--- YOUR GOAL ---
Transcribe the material verbatim, starting at its first line and stopping once the line containing "width:11px; height:11px; translate:-50%" has been given; no picture should appear.

====

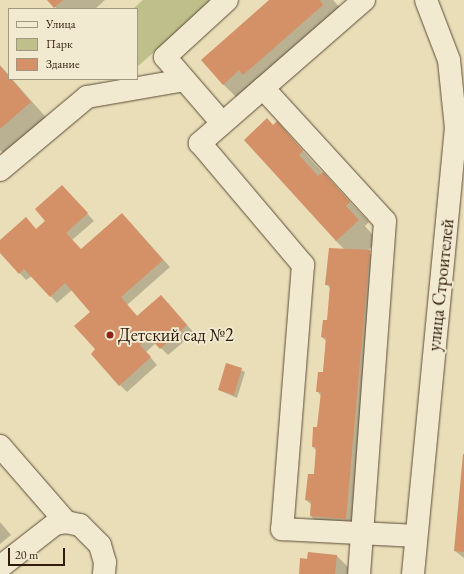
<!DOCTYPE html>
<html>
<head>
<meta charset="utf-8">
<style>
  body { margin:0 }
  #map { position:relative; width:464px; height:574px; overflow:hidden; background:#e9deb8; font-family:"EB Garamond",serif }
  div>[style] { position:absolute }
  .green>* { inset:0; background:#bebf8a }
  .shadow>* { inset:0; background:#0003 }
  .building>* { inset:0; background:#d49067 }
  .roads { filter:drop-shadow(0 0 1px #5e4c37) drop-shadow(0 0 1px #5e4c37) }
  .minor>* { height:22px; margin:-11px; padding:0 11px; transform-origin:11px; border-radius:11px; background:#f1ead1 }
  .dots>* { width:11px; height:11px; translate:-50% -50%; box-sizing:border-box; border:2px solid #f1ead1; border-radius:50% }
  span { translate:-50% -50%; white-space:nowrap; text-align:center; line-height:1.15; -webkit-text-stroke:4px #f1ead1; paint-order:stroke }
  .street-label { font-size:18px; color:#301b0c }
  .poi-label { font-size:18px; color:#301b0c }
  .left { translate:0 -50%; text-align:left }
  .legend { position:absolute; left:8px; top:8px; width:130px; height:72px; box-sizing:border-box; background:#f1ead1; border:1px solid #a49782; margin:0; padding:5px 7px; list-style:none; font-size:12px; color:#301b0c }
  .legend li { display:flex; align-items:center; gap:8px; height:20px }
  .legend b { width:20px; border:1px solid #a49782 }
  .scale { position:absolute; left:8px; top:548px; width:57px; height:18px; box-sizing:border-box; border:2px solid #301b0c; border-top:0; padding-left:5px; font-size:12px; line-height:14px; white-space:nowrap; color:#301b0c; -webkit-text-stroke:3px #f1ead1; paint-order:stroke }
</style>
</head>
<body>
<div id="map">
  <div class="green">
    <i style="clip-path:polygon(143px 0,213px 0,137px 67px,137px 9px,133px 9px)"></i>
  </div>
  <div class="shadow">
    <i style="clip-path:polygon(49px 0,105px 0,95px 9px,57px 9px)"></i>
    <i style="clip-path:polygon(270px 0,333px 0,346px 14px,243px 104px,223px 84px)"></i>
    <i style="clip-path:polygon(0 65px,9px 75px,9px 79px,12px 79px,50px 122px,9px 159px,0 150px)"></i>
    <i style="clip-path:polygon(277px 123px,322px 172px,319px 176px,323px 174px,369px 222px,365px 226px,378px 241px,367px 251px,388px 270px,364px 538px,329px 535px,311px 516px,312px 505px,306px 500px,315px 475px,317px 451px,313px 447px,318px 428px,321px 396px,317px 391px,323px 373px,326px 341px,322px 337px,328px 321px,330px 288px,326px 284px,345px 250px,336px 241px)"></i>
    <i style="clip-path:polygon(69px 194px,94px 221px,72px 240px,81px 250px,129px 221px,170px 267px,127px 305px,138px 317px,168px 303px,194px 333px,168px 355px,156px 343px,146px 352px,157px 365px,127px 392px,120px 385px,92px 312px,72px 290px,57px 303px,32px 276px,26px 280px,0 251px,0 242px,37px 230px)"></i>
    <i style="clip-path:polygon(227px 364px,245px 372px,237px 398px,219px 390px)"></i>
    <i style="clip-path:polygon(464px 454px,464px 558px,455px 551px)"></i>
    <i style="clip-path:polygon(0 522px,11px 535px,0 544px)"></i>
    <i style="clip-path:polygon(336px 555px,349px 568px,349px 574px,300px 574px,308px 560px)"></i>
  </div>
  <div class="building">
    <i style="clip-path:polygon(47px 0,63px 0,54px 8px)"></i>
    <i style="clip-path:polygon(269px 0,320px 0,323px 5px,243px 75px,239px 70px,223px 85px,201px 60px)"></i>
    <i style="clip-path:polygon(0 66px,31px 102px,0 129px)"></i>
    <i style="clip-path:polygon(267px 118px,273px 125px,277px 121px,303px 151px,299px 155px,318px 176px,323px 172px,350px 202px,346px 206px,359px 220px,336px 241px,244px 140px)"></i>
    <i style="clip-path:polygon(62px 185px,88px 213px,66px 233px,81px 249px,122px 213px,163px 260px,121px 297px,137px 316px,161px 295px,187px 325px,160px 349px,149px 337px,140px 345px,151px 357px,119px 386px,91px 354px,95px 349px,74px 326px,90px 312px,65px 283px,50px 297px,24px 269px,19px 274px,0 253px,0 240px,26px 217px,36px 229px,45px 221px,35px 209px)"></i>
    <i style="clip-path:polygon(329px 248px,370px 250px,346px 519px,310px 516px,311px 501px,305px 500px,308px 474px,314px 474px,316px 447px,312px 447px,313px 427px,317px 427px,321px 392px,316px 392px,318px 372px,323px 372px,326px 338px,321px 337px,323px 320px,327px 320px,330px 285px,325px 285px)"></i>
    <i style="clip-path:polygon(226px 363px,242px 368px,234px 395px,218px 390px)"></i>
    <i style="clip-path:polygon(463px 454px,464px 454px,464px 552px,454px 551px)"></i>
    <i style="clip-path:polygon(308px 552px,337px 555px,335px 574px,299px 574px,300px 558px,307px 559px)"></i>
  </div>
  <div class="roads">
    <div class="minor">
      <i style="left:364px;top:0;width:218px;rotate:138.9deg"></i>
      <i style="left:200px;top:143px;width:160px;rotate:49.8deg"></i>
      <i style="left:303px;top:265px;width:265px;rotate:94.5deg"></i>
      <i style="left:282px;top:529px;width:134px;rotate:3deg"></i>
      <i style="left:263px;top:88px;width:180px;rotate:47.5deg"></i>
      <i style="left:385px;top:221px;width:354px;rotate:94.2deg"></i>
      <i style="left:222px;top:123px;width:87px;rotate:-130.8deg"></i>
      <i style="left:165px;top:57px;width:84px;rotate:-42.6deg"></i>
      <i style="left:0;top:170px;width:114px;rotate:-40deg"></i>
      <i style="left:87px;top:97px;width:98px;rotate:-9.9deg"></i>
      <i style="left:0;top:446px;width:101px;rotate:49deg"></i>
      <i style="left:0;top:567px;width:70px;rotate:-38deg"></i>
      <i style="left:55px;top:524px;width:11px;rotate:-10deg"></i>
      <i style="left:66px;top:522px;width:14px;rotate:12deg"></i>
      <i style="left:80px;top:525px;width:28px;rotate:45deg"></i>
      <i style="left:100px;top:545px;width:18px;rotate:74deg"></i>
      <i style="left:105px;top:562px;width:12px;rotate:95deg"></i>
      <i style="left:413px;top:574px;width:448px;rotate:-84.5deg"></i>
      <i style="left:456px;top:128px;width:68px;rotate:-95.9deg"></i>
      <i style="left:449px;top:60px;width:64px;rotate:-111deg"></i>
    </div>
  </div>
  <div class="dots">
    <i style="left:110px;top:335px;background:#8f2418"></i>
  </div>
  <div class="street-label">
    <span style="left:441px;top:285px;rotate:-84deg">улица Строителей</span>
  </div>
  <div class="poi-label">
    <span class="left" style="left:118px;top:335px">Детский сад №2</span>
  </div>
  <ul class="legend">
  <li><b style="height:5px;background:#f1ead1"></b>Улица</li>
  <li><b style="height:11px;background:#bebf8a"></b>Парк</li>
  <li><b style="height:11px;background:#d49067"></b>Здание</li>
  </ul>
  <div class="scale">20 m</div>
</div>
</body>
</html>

====

--- RESPONSE AREA ---
<!DOCTYPE html>
<html>
<head>
<meta charset="utf-8">
<style>
  body { margin:0 }
  #map { position:relative; width:464px; height:574px; overflow:hidden; background:#e9deb8; font-family:"EB Garamond",serif }
  div>[style] { position:absolute }
  .green>* { inset:0; background:#bebf8a }
  .shadow>* { inset:0; background:#0003 }
  .building>* { inset:0; background:#d49067 }
  .roads { filter:drop-shadow(0 0 1px #5e4c37) drop-shadow(0 0 1px #5e4c37) }
  .minor>* { height:22px; margin:-11px; padding:0 11px; transform-origin:11px; border-radius:11px; background:#f1ead1 }
  .dots>* { width:11px; height:11px; translate:-50% -50%; box-sizing:border-box; border:2px solid #f1ead1; border-radius:50% }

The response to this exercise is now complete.